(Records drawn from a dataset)
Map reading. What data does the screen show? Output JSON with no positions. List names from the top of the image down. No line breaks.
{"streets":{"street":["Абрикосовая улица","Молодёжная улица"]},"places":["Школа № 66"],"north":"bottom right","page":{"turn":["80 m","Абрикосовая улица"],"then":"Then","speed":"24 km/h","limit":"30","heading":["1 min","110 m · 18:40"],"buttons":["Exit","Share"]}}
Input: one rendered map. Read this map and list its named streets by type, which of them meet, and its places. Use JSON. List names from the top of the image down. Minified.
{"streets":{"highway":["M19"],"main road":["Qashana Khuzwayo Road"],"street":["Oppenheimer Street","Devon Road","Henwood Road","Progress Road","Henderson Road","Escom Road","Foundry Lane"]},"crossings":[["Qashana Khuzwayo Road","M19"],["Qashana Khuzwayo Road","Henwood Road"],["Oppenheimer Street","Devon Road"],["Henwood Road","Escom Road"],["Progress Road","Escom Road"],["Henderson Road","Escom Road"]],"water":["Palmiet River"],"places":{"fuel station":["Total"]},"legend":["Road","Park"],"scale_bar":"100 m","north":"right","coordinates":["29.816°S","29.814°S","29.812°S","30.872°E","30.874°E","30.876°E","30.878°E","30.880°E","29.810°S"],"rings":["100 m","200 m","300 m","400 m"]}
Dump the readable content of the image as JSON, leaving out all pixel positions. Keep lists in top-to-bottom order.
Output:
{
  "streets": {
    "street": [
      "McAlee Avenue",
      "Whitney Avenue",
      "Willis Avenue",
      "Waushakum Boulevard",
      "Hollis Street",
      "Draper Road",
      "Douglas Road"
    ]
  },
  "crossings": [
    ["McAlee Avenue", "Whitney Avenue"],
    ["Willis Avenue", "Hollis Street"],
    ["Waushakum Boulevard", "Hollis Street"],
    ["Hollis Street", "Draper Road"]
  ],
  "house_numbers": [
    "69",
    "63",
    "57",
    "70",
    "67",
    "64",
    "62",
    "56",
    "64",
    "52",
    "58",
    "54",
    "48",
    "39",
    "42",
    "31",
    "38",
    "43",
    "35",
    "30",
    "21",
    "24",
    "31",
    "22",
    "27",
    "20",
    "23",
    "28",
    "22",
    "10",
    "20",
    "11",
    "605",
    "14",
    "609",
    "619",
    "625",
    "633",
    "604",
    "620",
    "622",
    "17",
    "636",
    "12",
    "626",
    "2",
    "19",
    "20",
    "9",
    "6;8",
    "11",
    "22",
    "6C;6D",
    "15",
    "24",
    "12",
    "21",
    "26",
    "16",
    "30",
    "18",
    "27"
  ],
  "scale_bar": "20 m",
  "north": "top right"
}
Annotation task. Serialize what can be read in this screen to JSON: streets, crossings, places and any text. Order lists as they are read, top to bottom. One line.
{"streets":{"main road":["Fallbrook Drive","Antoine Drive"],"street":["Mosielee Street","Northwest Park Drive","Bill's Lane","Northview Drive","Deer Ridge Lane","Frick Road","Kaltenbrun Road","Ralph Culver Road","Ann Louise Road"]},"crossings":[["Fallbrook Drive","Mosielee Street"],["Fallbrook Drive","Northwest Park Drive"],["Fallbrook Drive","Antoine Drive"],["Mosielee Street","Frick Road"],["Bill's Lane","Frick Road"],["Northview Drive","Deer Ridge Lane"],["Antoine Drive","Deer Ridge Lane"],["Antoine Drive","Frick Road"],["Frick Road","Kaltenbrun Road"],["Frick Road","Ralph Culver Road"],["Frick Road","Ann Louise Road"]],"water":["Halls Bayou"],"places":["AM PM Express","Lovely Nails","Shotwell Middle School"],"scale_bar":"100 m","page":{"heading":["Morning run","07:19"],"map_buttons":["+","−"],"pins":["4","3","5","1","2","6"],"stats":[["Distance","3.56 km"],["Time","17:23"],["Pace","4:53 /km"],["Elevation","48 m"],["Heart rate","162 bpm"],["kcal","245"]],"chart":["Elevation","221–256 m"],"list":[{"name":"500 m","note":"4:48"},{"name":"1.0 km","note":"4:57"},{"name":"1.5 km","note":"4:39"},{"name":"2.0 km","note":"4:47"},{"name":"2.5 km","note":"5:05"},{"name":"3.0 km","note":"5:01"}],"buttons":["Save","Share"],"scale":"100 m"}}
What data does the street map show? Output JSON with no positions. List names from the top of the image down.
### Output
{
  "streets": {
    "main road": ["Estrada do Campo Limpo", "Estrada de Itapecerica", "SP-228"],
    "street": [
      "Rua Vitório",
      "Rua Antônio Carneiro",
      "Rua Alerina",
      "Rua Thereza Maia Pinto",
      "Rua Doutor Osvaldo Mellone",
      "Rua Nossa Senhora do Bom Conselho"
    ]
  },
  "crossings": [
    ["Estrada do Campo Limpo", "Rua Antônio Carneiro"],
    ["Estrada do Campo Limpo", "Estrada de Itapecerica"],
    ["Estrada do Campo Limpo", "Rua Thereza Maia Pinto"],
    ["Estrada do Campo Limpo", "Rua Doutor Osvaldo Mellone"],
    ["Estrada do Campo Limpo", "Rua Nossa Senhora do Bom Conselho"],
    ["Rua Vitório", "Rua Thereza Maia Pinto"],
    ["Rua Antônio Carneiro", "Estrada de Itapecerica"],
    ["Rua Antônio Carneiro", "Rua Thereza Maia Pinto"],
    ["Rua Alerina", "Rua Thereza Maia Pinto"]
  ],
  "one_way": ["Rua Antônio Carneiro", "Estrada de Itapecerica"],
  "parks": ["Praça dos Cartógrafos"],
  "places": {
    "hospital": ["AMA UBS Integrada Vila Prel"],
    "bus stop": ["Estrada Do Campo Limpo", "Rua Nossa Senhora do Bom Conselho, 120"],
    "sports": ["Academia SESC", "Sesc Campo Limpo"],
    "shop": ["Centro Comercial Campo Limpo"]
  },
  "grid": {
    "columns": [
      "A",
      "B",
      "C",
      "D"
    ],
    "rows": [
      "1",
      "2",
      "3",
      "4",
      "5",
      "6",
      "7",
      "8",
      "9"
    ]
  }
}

- **Exercise directions**
Restate every record above, exactly, in full.

- **Problem solution**
Map reading. What data does the screen show? Output JSON with no positions. List names from the top of the image down. No line breaks.
{"streets":{"street":["Абрикосовая улица","Молодёжная улица"]},"places":["Школа № 66"],"north":"bottom right","page":{"turn":["80 m","Абрикосовая улица"],"then":"Then","speed":"24 km/h","limit":"30","heading":["1 min","110 m · 18:40"],"buttons":["Exit","Share"]}}
Input: one rendered map. Read this map and list its named streets by type, which of them meet, and its places. Use JSON. List names from the top of the image down. Minified.
{"streets":{"highway":["M19"],"main road":["Qashana Khuzwayo Road"],"street":["Oppenheimer Street","Devon Road","Henwood Road","Progress Road","Henderson Road","Escom Road","Foundry Lane"]},"crossings":[["Qashana Khuzwayo Road","M19"],["Qashana Khuzwayo Road","Henwood Road"],["Oppenheimer Street","Devon Road"],["Henwood Road","Escom Road"],["Progress Road","Escom Road"],["Henderson Road","Escom Road"]],"water":["Palmiet River"],"places":{"fuel station":["Total"]},"legend":["Road","Park"],"scale_bar":"100 m","north":"right","coordinates":["29.816°S","29.814°S","29.812°S","30.872°E","30.874°E","30.876°E","30.878°E","30.880°E","29.810°S"],"rings":["100 m","200 m","300 m","400 m"]}
Dump the readable content of the image as JSON, leaving out all pixel positions. Keep lists in top-to-bottom order.
Output:
{
  "streets": {
    "street": [
      "McAlee Avenue",
      "Whitney Avenue",
      "Willis Avenue",
      "Waushakum Boulevard",
      "Hollis Street",
      "Draper Road",
      "Douglas Road"
    ]
  },
  "crossings": [
    ["McAlee Avenue", "Whitney Avenue"],
    ["Willis Avenue", "Hollis Street"],
    ["Waushakum Boulevard", "Hollis Street"],
    ["Hollis Street", "Draper Road"]
  ],
  "house_numbers": [
    "69",
    "63",
    "57",
    "70",
    "67",
    "64",
    "62",
    "56",
    "64",
    "52",
    "58",
    "54",
    "48",
    "39",
    "42",
    "31",
    "38",
    "43",
    "35",
    "30",
    "21",
    "24",
    "31",
    "22",
    "27",
    "20",
    "23",
    "28",
    "22",
    "10",
    "20",
    "11",
    "605",
    "14",
    "609",
    "619",
    "625",
    "633",
    "604",
    "620",
    "622",
    "17",
    "636",
    "12",
    "626",
    "2",
    "19",
    "20",
    "9",
    "6;8",
    "11",
    "22",
    "6C;6D",
    "15",
    "24",
    "12",
    "21",
    "26",
    "16",
    "30",
    "18",
    "27"
  ],
  "scale_bar": "20 m",
  "north": "top right"
}
Annotation task. Serialize what can be read in this screen to JSON: streets, crossings, places and any text. Order lists as they are read, top to bottom. One line.
{"streets":{"main road":["Fallbrook Drive","Antoine Drive"],"street":["Mosielee Street","Northwest Park Drive","Bill's Lane","Northview Drive","Deer Ridge Lane","Frick Road","Kaltenbrun Road","Ralph Culver Road","Ann Louise Road"]},"crossings":[["Fallbrook Drive","Mosielee Street"],["Fallbrook Drive","Northwest Park Drive"],["Fallbrook Drive","Antoine Drive"],["Mosielee Street","Frick Road"],["Bill's Lane","Frick Road"],["Northview Drive","Deer Ridge Lane"],["Antoine Drive","Deer Ridge Lane"],["Antoine Drive","Frick Road"],["Frick Road","Kaltenbrun Road"],["Frick Road","Ralph Culver Road"],["Frick Road","Ann Louise Road"]],"water":["Halls Bayou"],"places":["AM PM Express","Lovely Nails","Shotwell Middle School"],"scale_bar":"100 m","page":{"heading":["Morning run","07:19"],"map_buttons":["+","−"],"pins":["4","3","5","1","2","6"],"stats":[["Distance","3.56 km"],["Time","17:23"],["Pace","4:53 /km"],["Elevation","48 m"],["Heart rate","162 bpm"],["kcal","245"]],"chart":["Elevation","221–256 m"],"list":[{"name":"500 m","note":"4:48"},{"name":"1.0 km","note":"4:57"},{"name":"1.5 km","note":"4:39"},{"name":"2.0 km","note":"4:47"},{"name":"2.5 km","note":"5:05"},{"name":"3.0 km","note":"5:01"}],"buttons":["Save","Share"],"scale":"100 m"}}
What data does the street map show? Output JSON with no positions. List names from the top of the image down.
### Output
{
  "streets": {
    "main road": ["Estrada do Campo Limpo", "Estrada de Itapecerica", "SP-228"],
    "street": [
      "Rua Vitório",
      "Rua Antônio Carneiro",
      "Rua Alerina",
      "Rua Thereza Maia Pinto",
      "Rua Doutor Osvaldo Mellone",
      "Rua Nossa Senhora do Bom Conselho"
    ]
  },
  "crossings": [
    ["Estrada do Campo Limpo", "Rua Antônio Carneiro"],
    ["Estrada do Campo Limpo", "Estrada de Itapecerica"],
    ["Estrada do Campo Limpo", "Rua Thereza Maia Pinto"],
    ["Estrada do Campo Limpo", "Rua Doutor Osvaldo Mellone"],
    ["Estrada do Campo Limpo", "Rua Nossa Senhora do Bom Conselho"],
    ["Rua Vitório", "Rua Thereza Maia Pinto"],
    ["Rua Antônio Carneiro", "Estrada de Itapecerica"],
    ["Rua Antônio Carneiro", "Rua Thereza Maia Pinto"],
    ["Rua Alerina", "Rua Thereza Maia Pinto"]
  ],
  "one_way": ["Rua Antônio Carneiro", "Estrada de Itapecerica"],
  "parks": ["Praça dos Cartógrafos"],
  "places": {
    "hospital": ["AMA UBS Integrada Vila Prel"],
    "bus stop": ["Estrada Do Campo Limpo", "Rua Nossa Senhora do Bom Conselho, 120"],
    "sports": ["Academia SESC", "Sesc Campo Limpo"],
    "shop": ["Centro Comercial Campo Limpo"]
  },
  "grid": {
    "columns": [
      "A",
      "B",
      "C",
      "D"
    ],
    "rows": [
      "1",
      "2",
      "3",
      "4",
      "5",
      "6",
      "7",
      "8",
      "9"
    ]
  }
}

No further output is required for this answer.